Como no obtuviera respuesta intentó abrir la puerta pero pese a
todos sus esfuerzos apenas consiguió que cediera hasta dejar una abertura
de un par de centímetros, a través de la cual pudo ver que el restaurador
había preparado un sólido parapeto con estanterías y cajoneras que
impedían por completo el acceso al taller.
- Guillermo ¿puedes oirme?
Casi al instante una botella se estrelló contra la puerta, haciéndose
añicos e impregnando el ambiente de un fuerte olor a vino.
- ¡Claro que te oigo, furcia! – Guillermo bramaba desde algún lugar
del taller, notablemente borracho- ¿acaso no sabes leer?. ¿Es que no
has visto lo que he escrito en la puerta?. ¡Vete a la mierda y déjame
en paz!
- Pero no estás bien –balbució Susana venciendo sus propios reparos-,
déjame entrar y hablaremos.
- ¡No!
Sólo una potente acometida del otro lado pudo cerrar el resquicio de
la puerta con una violencia como aquella, amenazándola con lanzarla contra
los vidrios del suelo.
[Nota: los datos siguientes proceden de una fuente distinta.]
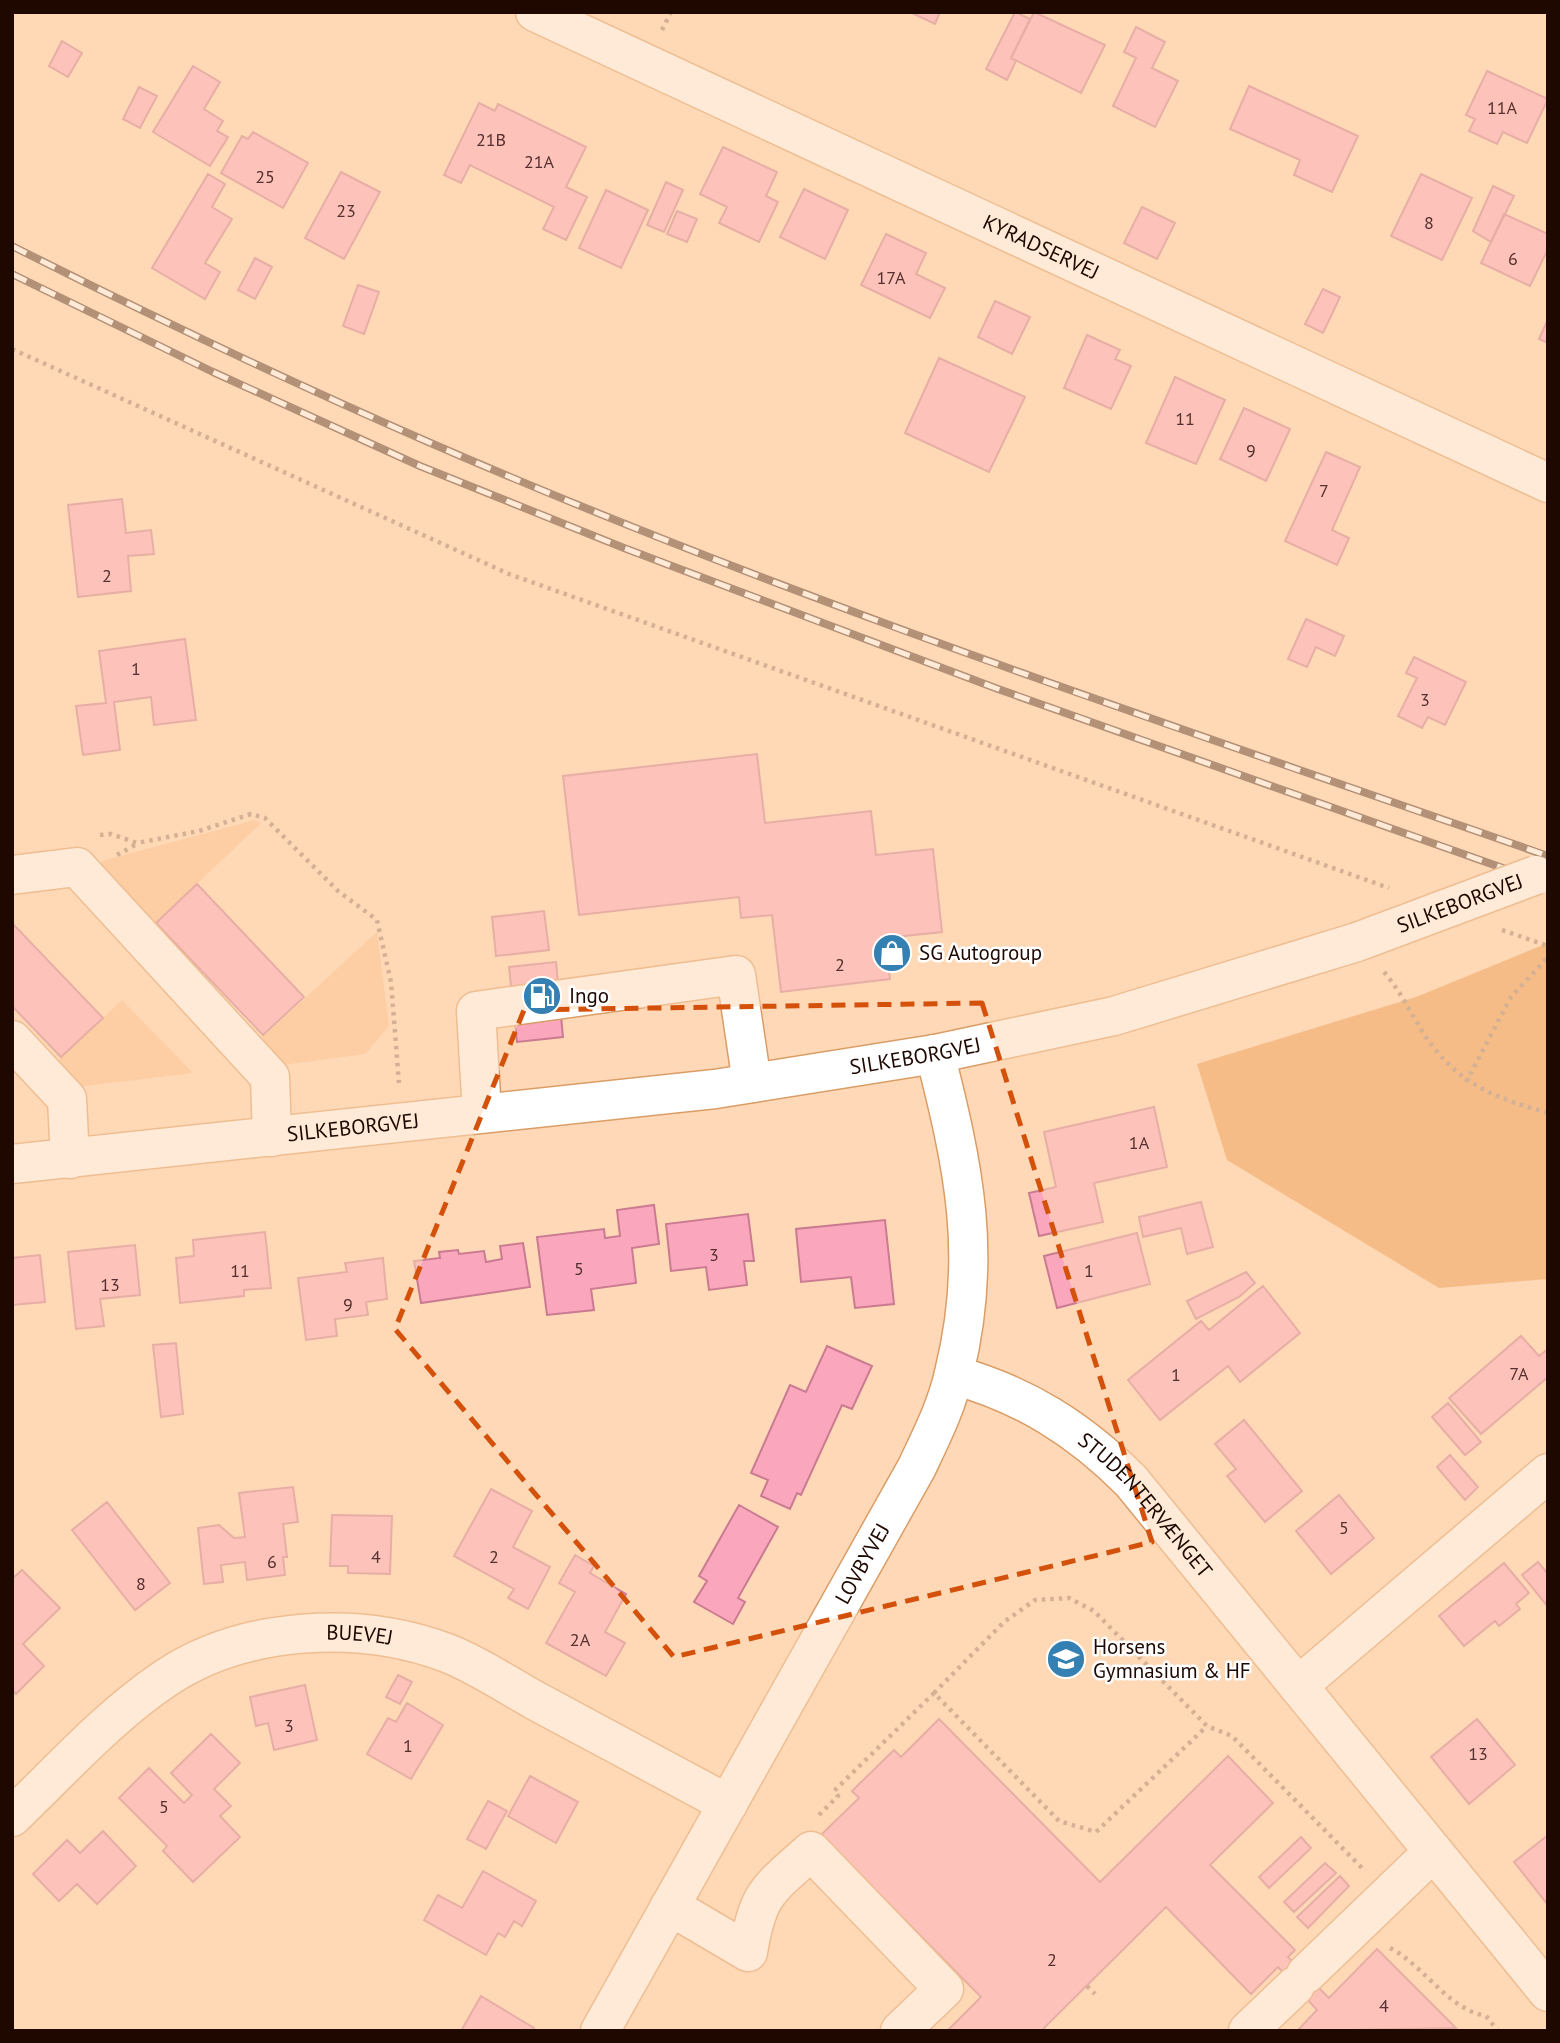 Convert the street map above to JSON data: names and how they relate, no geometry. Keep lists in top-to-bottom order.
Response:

Desde el interior del taller, a pesar de la solidez de las
barreras que se interponían entre ambos, llegaban claramente los
improperios y maldiciones del restaurador. Susana retrocedió palpando las
paredes con sus manos y, temblorosa y desorientada descendió la escalera
torpemente. En aquel breve trayecto, a pesar de que sabía que era del todo
imposible, se volvió varias veces, asustada, para cerciorarse de que
Guillermo no la seguía.
En realidad creía conocer bien a Guillermo y sabía que su debilidad
de carácter le convertía en un hombre completamente inofensivo. Pero tal
vez porque el reciente episodio la había hecho dudar de lo que creía conocer,
hasta que no se encontró de nuevo en la seguridad de la galería no perdió el
miedo que la había sobrecogido en la escalera.